- [EXERCISE AIM]: Scan the data. Collect each line that contains the word "grid".

- [DATASET RECORDS]:
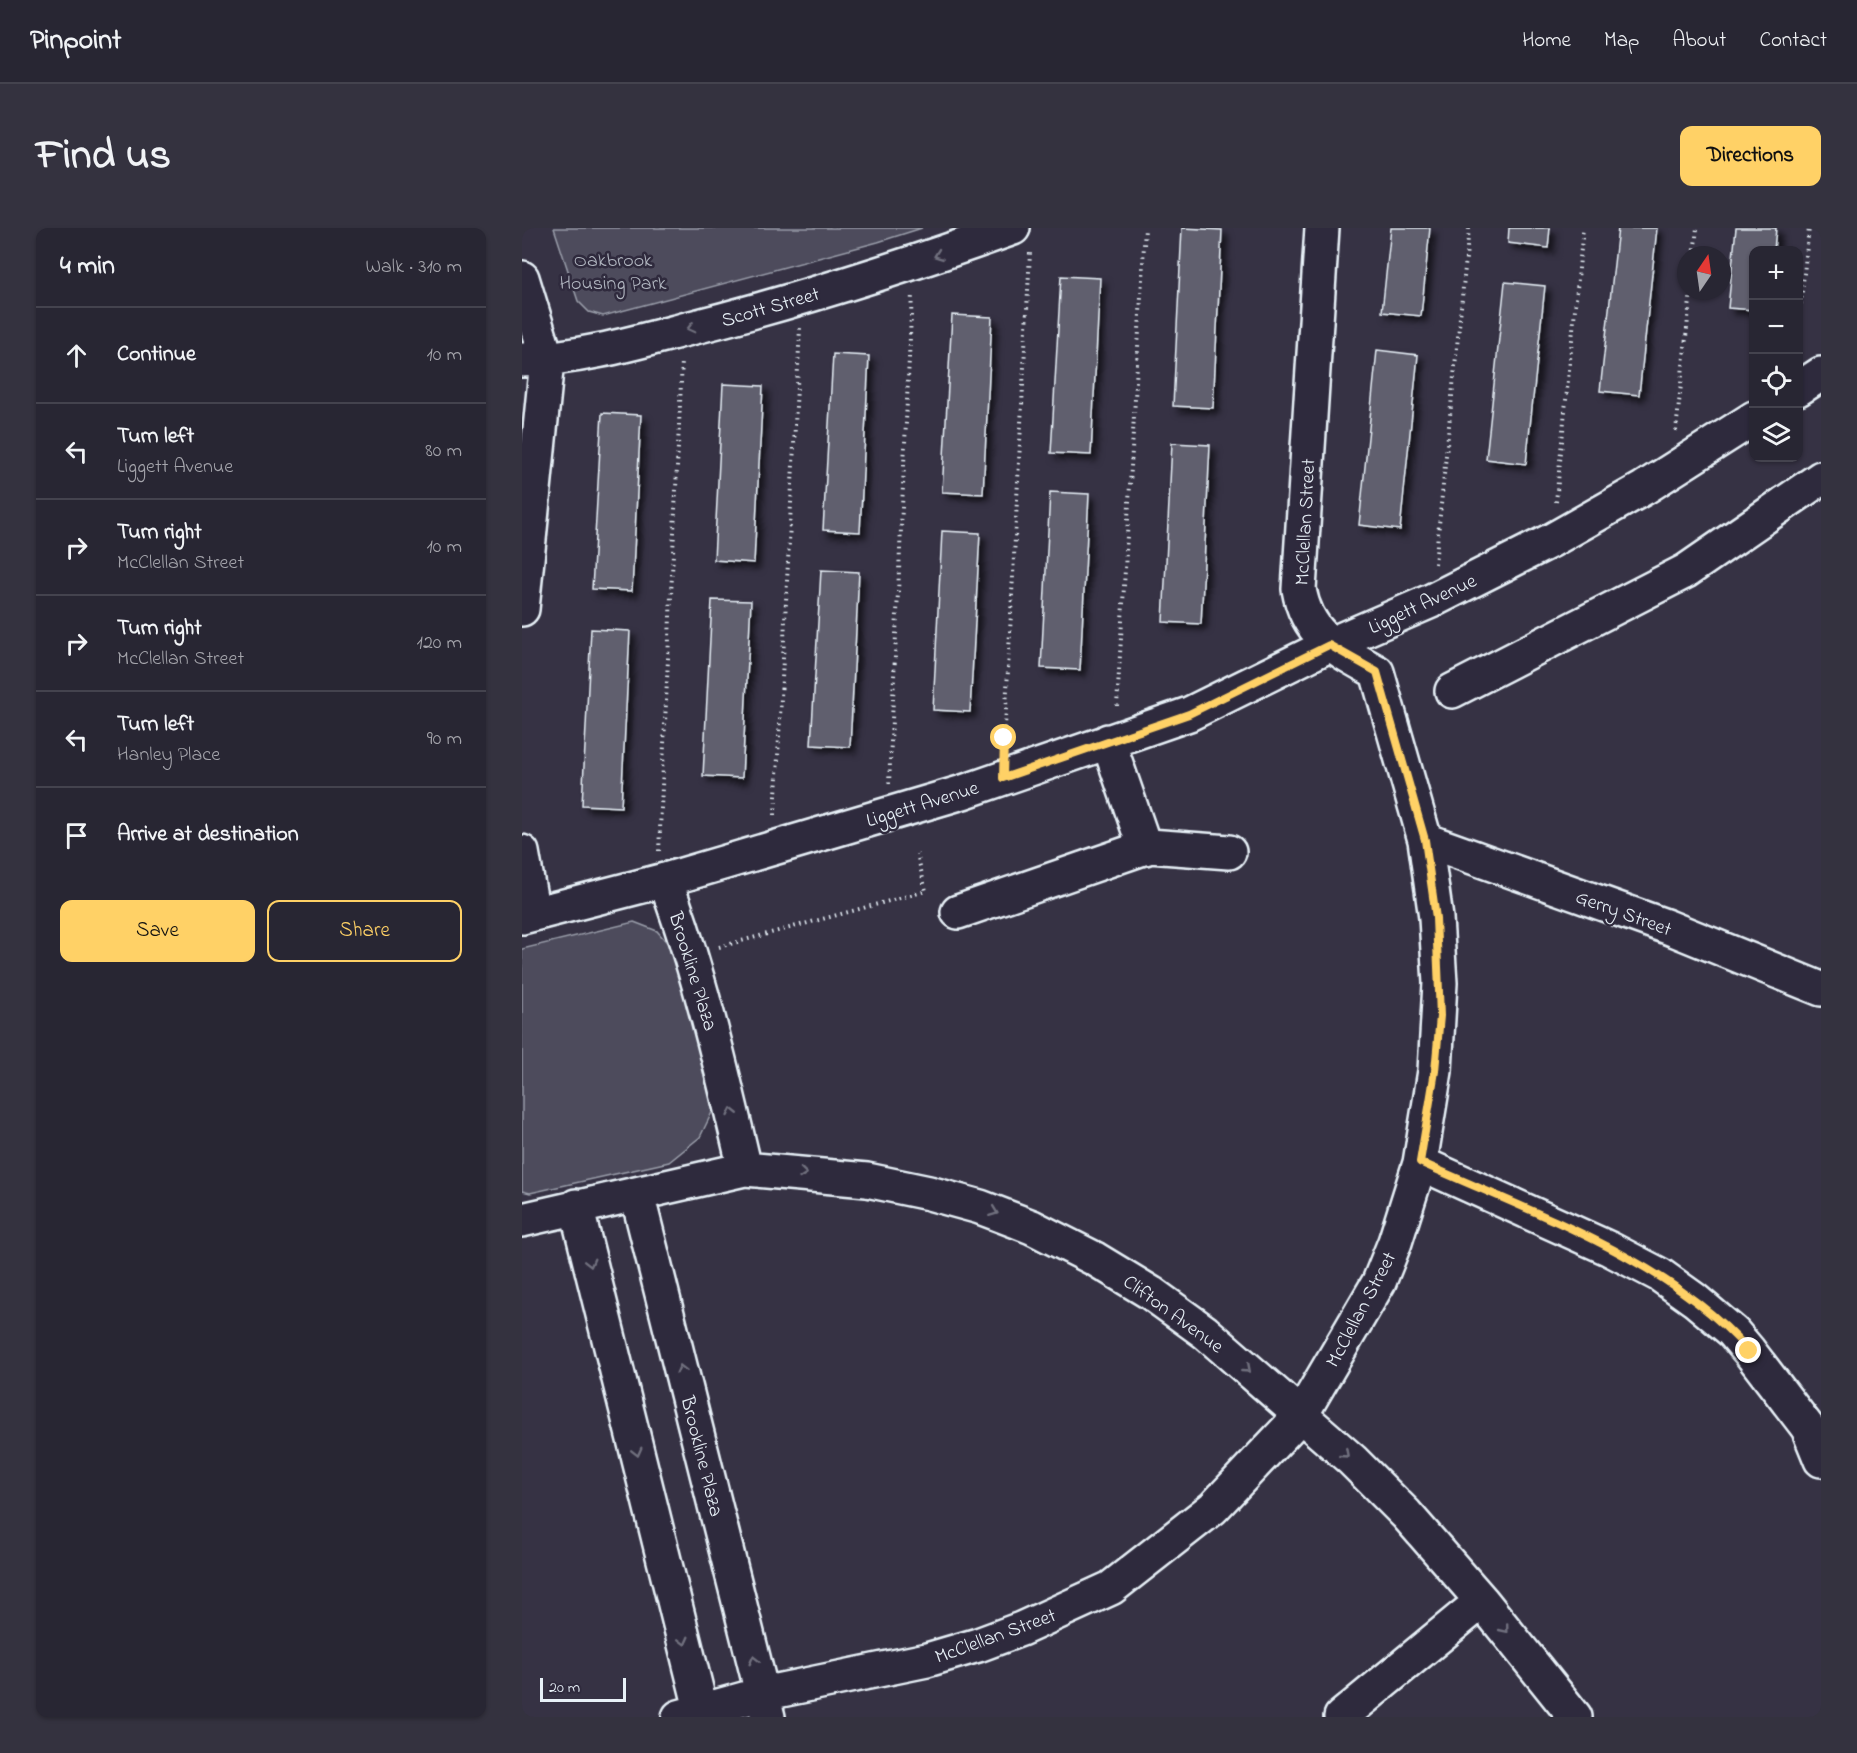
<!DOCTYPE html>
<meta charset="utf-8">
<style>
body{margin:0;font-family:"Indie Flower",sans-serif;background:#34323f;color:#f1f3f6}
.controls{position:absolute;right:18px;top:18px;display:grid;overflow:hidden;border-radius:12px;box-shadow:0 2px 4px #0004}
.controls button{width:54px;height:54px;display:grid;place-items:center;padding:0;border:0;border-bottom:2px solid #44434e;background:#282633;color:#f1f3f6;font:30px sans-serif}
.compass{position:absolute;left:1155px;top:18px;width:54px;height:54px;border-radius:50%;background:#282633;box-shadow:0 2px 4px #0004;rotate:13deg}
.scale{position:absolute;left:18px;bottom:15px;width:86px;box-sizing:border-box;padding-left:6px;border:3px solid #e8f1f8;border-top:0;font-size:16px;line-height:21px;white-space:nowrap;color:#e8f1f8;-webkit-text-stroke:4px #2f2a3d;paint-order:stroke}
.stop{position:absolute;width:18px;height:18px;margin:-14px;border:4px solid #ffd166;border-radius:50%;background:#fff}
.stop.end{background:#ffd166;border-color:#fff;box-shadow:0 2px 6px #0008}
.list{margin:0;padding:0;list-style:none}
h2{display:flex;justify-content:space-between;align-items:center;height:78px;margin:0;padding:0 24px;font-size:26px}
h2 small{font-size:20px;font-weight:400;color:#a5a5ac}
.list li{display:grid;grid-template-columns:39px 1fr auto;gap:18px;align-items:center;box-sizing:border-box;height:96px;padding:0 24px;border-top:2px solid #44434e}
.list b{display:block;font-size:22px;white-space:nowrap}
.list p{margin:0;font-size:20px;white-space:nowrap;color:#a5a5ac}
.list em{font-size:20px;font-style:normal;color:#a5a5ac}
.actions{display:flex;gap:12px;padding:18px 24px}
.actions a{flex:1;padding:14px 0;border:2px solid #ffd166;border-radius:12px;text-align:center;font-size:21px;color:#ffd166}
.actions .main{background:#ffd166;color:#111}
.icon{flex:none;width:33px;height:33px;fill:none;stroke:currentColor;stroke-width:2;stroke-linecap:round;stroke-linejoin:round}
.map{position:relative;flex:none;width:1299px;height:1489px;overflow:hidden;border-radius:12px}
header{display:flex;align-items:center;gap:36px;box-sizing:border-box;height:84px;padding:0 30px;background:#282633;border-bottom:2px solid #44434e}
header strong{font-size:28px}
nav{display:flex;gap:33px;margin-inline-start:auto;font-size:21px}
.intro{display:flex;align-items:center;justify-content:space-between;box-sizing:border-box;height:144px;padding:0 36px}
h1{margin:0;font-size:42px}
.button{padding:15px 27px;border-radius:12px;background:#ffd166;color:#111;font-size:21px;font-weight:700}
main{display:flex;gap:36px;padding:0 36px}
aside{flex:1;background:#282633;border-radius:12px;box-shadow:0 2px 4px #0004}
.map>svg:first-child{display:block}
.green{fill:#4d4b5c;stroke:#9a9eaa;stroke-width:1.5}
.building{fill:#605e6e;stroke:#e8f1f8;stroke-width:1.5;filter:url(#shadow)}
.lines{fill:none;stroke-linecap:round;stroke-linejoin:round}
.minor-casing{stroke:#e8f1f8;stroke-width:38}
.path{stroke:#e8f1f8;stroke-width:4;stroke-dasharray:1.5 4.5;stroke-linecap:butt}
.minor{stroke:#2f2a3d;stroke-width:33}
.oneway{stroke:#70707e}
.route{stroke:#ffd166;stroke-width:8}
.labels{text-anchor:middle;stroke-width:5;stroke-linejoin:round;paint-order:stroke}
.park-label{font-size:20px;fill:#b2b7c1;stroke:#2f2a3d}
.street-label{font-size:20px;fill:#e8f1f8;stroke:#2f2a3d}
</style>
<header>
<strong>Pinpoint</strong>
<nav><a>Home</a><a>Map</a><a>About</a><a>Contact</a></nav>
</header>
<div class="intro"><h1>Find us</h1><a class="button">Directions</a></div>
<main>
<aside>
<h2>4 min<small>Walk · 310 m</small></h2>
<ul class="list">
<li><svg class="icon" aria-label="ahead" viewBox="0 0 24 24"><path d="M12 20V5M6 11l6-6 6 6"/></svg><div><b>Continue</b></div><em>10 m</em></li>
<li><svg class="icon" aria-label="left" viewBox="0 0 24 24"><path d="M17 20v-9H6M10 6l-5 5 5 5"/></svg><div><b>Turn left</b><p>Liggett Avenue</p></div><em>80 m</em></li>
<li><svg class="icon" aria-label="right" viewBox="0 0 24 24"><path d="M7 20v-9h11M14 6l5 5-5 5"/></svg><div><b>Turn right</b><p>McClellan Street</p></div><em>10 m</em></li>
<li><svg class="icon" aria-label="right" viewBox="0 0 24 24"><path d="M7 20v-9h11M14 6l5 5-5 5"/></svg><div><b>Turn right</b><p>McClellan Street</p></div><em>120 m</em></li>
<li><svg class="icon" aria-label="left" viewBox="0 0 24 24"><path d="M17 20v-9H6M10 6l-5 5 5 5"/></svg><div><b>Turn left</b><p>Hanley Place</p></div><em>90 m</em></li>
<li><svg class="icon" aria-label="arrive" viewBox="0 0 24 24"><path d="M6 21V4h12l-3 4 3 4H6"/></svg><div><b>Arrive at destination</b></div></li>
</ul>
<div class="actions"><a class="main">Save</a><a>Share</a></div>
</aside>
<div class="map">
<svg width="1299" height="1489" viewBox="0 0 1299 1489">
<defs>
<filter id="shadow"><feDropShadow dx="5.5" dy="5.5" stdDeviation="3" flood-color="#0009"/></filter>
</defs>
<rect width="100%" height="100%" fill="#363244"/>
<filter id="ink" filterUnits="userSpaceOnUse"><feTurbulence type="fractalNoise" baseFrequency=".0167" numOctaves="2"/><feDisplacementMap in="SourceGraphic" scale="12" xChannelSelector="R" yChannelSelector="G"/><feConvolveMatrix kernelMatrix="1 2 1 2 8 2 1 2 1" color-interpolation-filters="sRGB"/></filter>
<g filter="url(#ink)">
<path class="green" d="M32,0H400L356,14L81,88L67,84L56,73Z
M112,694L135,703L156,727L194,876L178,909L147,934L8,965L0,963V721Z"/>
<path class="building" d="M660,0L700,2L691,180L651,178Z
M869,0H908L899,88L860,84Z
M987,0H1028L1026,20L986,15Z
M1096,0H1135L1117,167L1078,163Z
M1214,0H1254L1252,22H1232V82L1206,80Z
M539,48L578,50L569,227L529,225Z
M983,54L1023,58L1004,236L964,231Z
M430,87L470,89L461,266L420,264Z
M855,122L896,127L878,302L837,297Z
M311,126L347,128L338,304L301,302Z
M201,156L241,158L232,335L192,332Z
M80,185L119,187L110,363L70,361Z
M650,215L688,217L679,396L641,394Z
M528,264L567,266L558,442L519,440Z
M420,303L458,305L448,484L411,482Z
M299,342L337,344L328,519L289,517Z
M190,372L229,373L220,550L181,548Z
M69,401L108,403L99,579L60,577Z"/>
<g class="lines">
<g class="minor-casing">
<path id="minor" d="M0,50L25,132L0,381
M0,132C54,131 108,116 161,102C273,74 382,39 491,0
M1276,161L1299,146
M930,463L1164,343L1299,250
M586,513L623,620
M903,612L1146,699L1299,761
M0,624L11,686
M143,652C178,746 200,843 223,941
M436,684L627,618L707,624
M0,689L143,652L441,564L667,486L807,417L909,373L1030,312L1122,260L1232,190
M898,935L1088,1021L1138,1047L1173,1072L1211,1104L1227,1123L1286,1200L1299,1232
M115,966L246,1489
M54,978L181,1489
M0,992L223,941L345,952L407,965L458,979L510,999L573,1031L629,1065L683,1104L830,1232L884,1286L960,1373L1053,1489
M157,1489L240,1466L405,1432L456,1417L499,1401L589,1360L691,1280L779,1187L857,1054L873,1014L898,935L913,843L918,755L914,690L903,612L855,444C816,422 785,408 777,361L800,0
M819,1489L960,1373"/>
</g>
<path class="path" d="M1172,27L1175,0
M1276,100L1287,0
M1154,203L1169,63
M1034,274L1061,0
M913,336L947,0
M595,478L623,0
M482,518L508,25
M367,556L390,66
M253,587L278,100
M137,623L160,133
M197,719L404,663L395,626"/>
<use href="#minor" class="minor"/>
</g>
<defs><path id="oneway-chevron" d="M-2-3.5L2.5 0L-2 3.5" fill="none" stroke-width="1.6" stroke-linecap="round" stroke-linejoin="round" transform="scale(1.5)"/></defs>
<g class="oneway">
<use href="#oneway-chevron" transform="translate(416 27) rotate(160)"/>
<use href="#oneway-chevron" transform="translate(169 100) rotate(166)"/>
<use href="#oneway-chevron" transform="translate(210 884) rotate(-103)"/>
<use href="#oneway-chevron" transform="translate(281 945) rotate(6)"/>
<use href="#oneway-chevron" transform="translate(472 984) rotate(21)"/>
<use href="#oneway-chevron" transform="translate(68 1035) rotate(76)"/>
<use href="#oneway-chevron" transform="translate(159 1141) rotate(-104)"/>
<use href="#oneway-chevron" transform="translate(725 1141) rotate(41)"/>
<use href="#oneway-chevron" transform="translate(115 1224) rotate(76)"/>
<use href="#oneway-chevron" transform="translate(823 1226) rotate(41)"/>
<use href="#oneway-chevron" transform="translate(983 1401) rotate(51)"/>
<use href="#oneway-chevron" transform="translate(162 1413) rotate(76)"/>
<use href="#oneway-chevron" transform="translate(232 1432) rotate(-104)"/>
</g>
</g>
<g class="lines" filter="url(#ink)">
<path class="route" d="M482,510L481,550L667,486L807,417L855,444L903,612L914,690L918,788L913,843L898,934C1008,984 1148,1031 1227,1123"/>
</g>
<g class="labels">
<g class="park-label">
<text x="91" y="38">Oakbrook<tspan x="91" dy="23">Housing Park</tspan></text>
</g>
<g class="street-label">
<text transform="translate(248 78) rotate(-16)" y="7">Scott Street</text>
<text transform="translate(782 294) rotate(-87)" y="7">McClellan Street</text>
<text transform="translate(900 375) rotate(-25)" y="7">Liggett Avenue</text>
<text transform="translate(400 575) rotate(-17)" y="7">Liggett Avenue</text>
<text transform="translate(1102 684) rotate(20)" y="7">Gerry Street</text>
<text transform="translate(172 743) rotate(73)" y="7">Brookline Plaza</text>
<text transform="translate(838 1081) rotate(-62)" y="7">McClellan Street</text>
<text transform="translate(652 1085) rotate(36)" y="7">Clifton Avenue</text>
<text transform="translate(181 1228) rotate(76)" y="7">Brookline Plaza</text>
<text transform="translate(473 1407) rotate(-20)" y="7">McClellan Street</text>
</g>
</g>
</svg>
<div class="controls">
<button>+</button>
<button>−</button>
<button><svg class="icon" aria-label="locate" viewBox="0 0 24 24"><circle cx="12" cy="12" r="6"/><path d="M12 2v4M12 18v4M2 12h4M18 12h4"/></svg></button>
<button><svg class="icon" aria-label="layers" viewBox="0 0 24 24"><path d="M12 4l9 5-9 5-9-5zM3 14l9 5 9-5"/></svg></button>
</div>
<svg class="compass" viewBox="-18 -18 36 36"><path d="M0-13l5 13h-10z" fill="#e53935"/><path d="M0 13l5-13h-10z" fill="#a5a5ac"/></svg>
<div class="scale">20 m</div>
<div class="stop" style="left:482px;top:510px"></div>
<div class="stop end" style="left:1227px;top:1123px"></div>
</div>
</main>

- [SOLUTION BELOW]:
.controls{position:absolute;right:18px;top:18px;display:grid;overflow:hidden;border-radius:12px;box-shadow:0 2px 4px #0004}
.controls button{width:54px;height:54px;display:grid;place-items:center;padding:0;border:0;border-bottom:2px solid #44434e;background:#282633;color:#f1f3f6;font:30px sans-serif}
.list li{display:grid;grid-template-columns:39px 1fr auto;gap:18px;align-items:center;box-sizing:border-box;height:96px;padding:0 24px;border-top:2px solid #44434e}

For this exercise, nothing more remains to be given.